>>

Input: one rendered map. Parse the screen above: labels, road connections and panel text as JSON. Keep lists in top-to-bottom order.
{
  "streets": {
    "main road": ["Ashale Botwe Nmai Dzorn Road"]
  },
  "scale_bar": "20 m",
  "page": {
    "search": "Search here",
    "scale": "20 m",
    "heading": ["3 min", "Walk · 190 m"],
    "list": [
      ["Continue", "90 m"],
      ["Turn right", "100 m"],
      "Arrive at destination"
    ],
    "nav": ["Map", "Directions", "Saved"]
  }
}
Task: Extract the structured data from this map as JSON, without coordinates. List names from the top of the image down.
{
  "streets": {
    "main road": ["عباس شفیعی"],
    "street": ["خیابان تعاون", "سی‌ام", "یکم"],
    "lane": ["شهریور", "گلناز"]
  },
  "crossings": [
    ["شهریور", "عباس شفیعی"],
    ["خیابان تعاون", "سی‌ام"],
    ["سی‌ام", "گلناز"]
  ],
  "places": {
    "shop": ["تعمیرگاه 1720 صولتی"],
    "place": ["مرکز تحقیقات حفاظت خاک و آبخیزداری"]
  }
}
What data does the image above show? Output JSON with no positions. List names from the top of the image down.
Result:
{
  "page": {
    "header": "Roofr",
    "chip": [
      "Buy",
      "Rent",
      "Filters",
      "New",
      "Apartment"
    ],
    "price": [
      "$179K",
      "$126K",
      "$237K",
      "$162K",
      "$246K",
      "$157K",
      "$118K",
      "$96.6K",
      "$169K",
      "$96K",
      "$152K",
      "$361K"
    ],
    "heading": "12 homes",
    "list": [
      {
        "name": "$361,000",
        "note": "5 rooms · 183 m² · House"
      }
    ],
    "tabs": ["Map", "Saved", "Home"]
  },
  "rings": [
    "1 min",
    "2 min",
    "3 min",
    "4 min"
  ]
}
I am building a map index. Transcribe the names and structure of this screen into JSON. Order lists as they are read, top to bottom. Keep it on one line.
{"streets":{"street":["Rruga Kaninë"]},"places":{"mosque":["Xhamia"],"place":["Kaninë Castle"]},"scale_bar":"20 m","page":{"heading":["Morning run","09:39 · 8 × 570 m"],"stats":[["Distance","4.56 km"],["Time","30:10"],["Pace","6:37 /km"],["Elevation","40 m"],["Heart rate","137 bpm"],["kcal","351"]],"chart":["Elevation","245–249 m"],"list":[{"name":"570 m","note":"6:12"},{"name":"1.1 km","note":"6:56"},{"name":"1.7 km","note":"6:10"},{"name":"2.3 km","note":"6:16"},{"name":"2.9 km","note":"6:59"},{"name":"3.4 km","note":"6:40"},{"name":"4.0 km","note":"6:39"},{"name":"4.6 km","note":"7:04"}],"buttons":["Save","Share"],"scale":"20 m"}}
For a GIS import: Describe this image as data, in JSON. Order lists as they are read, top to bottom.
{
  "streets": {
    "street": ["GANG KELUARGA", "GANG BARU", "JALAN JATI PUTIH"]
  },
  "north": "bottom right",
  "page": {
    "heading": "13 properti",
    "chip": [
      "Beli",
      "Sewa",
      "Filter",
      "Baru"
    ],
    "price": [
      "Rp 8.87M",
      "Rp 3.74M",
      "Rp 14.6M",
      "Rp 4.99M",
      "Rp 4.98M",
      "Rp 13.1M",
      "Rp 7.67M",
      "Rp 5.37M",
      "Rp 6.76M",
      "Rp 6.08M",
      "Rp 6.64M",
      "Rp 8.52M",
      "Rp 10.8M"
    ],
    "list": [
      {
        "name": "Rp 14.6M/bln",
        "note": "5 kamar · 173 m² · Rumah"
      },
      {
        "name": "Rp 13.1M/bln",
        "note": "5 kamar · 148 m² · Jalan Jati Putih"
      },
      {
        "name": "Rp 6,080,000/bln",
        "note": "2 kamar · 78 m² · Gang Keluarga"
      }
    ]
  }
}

<<

WHAT THE TASK ASKS: Reproduce the material above in full, exactly.

REPLY:
Input: one rendered map. Parse the screen above: labels, road connections and panel text as JSON. Keep lists in top-to-bottom order.
{
  "streets": {
    "main road": ["Ashale Botwe Nmai Dzorn Road"]
  },
  "scale_bar": "20 m",
  "page": {
    "search": "Search here",
    "scale": "20 m",
    "heading": ["3 min", "Walk · 190 m"],
    "list": [
      ["Continue", "90 m"],
      ["Turn right", "100 m"],
      "Arrive at destination"
    ],
    "nav": ["Map", "Directions", "Saved"]
  }
}
Task: Extract the structured data from this map as JSON, without coordinates. List names from the top of the image down.
{
  "streets": {
    "main road": ["عباس شفیعی"],
    "street": ["خیابان تعاون", "سی‌ام", "یکم"],
    "lane": ["شهریور", "گلناز"]
  },
  "crossings": [
    ["شهریور", "عباس شفیعی"],
    ["خیابان تعاون", "سی‌ام"],
    ["سی‌ام", "گلناز"]
  ],
  "places": {
    "shop": ["تعمیرگاه 1720 صولتی"],
    "place": ["مرکز تحقیقات حفاظت خاک و آبخیزداری"]
  }
}
What data does the image above show? Output JSON with no positions. List names from the top of the image down.
Result:
{
  "page": {
    "header": "Roofr",
    "chip": [
      "Buy",
      "Rent",
      "Filters",
      "New",
      "Apartment"
    ],
    "price": [
      "$179K",
      "$126K",
      "$237K",
      "$162K",
      "$246K",
      "$157K",
      "$118K",
      "$96.6K",
      "$169K",
      "$96K",
      "$152K",
      "$361K"
    ],
    "heading": "12 homes",
    "list": [
      {
        "name": "$361,000",
        "note": "5 rooms · 183 m² · House"
      }
    ],
    "tabs": ["Map", "Saved", "Home"]
  },
  "rings": [
    "1 min",
    "2 min",
    "3 min",
    "4 min"
  ]
}
I am building a map index. Transcribe the names and structure of this screen into JSON. Order lists as they are read, top to bottom. Keep it on one line.
{"streets":{"street":["Rruga Kaninë"]},"places":{"mosque":["Xhamia"],"place":["Kaninë Castle"]},"scale_bar":"20 m","page":{"heading":["Morning run","09:39 · 8 × 570 m"],"stats":[["Distance","4.56 km"],["Time","30:10"],["Pace","6:37 /km"],["Elevation","40 m"],["Heart rate","137 bpm"],["kcal","351"]],"chart":["Elevation","245–249 m"],"list":[{"name":"570 m","note":"6:12"},{"name":"1.1 km","note":"6:56"},{"name":"1.7 km","note":"6:10"},{"name":"2.3 km","note":"6:16"},{"name":"2.9 km","note":"6:59"},{"name":"3.4 km","note":"6:40"},{"name":"4.0 km","note":"6:39"},{"name":"4.6 km","note":"7:04"}],"buttons":["Save","Share"],"scale":"20 m"}}
For a GIS import: Describe this image as data, in JSON. Order lists as they are read, top to bottom.
{
  "streets": {
    "street": ["GANG KELUARGA", "GANG BARU", "JALAN JATI PUTIH"]
  },
  "north": "bottom right",
  "page": {
    "heading": "13 properti",
    "chip": [
      "Beli",
      "Sewa",
      "Filter",
      "Baru"
    ],
    "price": [
      "Rp 8.87M",
      "Rp 3.74M",
      "Rp 14.6M",
      "Rp 4.99M",
      "Rp 4.98M",
      "Rp 13.1M",
      "Rp 7.67M",
      "Rp 5.37M",
      "Rp 6.76M",
      "Rp 6.08M",
      "Rp 6.64M",
      "Rp 8.52M",
      "Rp 10.8M"
    ],
    "list": [
      {
        "name": "Rp 14.6M/bln",
        "note": "5 kamar · 173 m² · Rumah"
      },
      {
        "name": "Rp 13.1M/bln",
        "note": "5 kamar · 148 m² · Jalan Jati Putih"
      },
      {
        "name": "Rp 6,080,000/bln",
        "note": "2 kamar · 78 m² · Gang Keluarga"
      }
    ]
  }
}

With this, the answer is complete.